Le Tribunal Administratif de Pau a statué sur un recours en excès de pouvoir contre une décision implicite de rejet d'une demande de regroupement familial. Le tribunal a constaté un non-lieu à statuer sur la demande d'annulation et d'injonction, car le titre de séjour sollicité avait été délivré après l'introduction de la requête, rendant ces conclusions sans objet. Il a néanmoins condamné l'État à verser 1 200 euros au requérant au titre des frais exposés, en application de l'article L. 761-1 du code de justice administrative.
Texte intégral
Vu la procédure suivante :
Par une requête, enregistrée le 25 avril 2024, M. C... A..., représenté par Me Djali, demande au tribunal :
1°) d’annuler la décision implicite de rejet du préfet des Pyrénées-Atlantiques de sa demande de regroupement familial au bénéfice de son épouse ;
2°) d’enjoindre au préfet des Pyrénées-Atlantiques de faire droit à sa demande de regroupement familial sous astreinte de 200 euros jour de retard à compter de la notification du jugement à intervenir ;
3°) de mettre à la charge de l’Etat une somme de 1 500 euros au titre de l’article L. 761-1 du code de justice administrative.
M. A... soutient que :
- la décision attaquée est insuffisamment motivée ;
- elle a fait une inexacte application des dispositions de l’article L. 434-7 du code de l'entrée et du séjour des étrangers et du droit d'asile ;
- elle méconnaît les stipulations de l’article 8 de la convention européenne de sauvegarde des droits de l'homme et des libertés fondamentales.

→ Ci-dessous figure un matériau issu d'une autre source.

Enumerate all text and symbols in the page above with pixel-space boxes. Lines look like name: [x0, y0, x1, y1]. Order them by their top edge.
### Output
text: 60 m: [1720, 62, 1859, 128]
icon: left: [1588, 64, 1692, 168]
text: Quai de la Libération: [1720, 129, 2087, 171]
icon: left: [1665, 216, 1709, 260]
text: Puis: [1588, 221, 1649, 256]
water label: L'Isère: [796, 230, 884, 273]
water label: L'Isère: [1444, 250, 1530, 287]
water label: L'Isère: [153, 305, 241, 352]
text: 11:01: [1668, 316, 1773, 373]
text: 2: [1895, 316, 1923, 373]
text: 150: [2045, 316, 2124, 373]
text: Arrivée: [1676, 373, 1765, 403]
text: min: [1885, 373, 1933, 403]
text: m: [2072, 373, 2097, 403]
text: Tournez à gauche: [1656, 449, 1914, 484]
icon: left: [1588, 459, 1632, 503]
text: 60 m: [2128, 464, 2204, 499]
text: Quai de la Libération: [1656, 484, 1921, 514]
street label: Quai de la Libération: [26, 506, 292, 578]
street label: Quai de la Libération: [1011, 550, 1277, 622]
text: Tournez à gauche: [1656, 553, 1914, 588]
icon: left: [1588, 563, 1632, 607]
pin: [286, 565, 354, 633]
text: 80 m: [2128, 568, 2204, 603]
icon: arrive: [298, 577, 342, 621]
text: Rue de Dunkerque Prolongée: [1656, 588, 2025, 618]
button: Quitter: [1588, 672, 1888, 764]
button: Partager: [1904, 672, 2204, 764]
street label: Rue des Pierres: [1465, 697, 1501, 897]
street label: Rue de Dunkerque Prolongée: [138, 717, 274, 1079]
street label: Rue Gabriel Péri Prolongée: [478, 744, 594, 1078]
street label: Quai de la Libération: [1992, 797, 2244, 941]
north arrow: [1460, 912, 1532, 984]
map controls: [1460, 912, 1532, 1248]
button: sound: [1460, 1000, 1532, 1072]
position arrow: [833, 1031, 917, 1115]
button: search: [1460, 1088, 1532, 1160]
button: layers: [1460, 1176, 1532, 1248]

Par un mémoire en défense, enregistré le 8 janvier 2026, le préfet des Pyrénées-Atlantiques conclut au non-lieu à statuer sur les conclusions aux fins d’annulation et d’injonction et au rejet du surplus des conclusions de la requête.
Un mémoire produit par M. A... a été enregistré le 29 janvier 2026, postérieurement à la clôture intervenue le 26 janvier 2026 à 12h00 dans les conditions prévues au premier alinéa de l’article R. 613-2 du code de justice administrative.
Vu les autres pièces du dossier.
Vu le code de justice administrative.
Les parties ont été régulièrement averties du jour de l’audience.
La présidente de la formation de jugement a dispensé la rapporteure publique, sur sa proposition, de prononcer des conclusions à l’audience en application de l’article R. 732-1-1 du code de justice administrative.
A été entendu au cours de l’audience publique le rapport de Mme Marquesuzaa.
Considérant ce qui suit :
M. A..., ressortissant afghan, né le 19 septembre 1995, est bénéficiaire de la protection subsidiaire. Le 23 juin 2023, l’intéressé a déposé une demande de regroupement familial au bénéfice de son épouse. Une décision implicite de rejet, dont M. A... demande l’annulation, est née du silence gardé par l’administration.
Il ressort des pièces produites par le préfet des Pyrénées-Atlantiques le 8 janvier 2026 que M. A... s’est vu délivrer, postérieurement à l’introduction de sa requête, le titre de séjour sollicité. Dès lors, les conclusions de la requête aux fins d’annulation et d’injonction sont devenues sans objet. Par suite, il n’y a plus lieu d’y statuer.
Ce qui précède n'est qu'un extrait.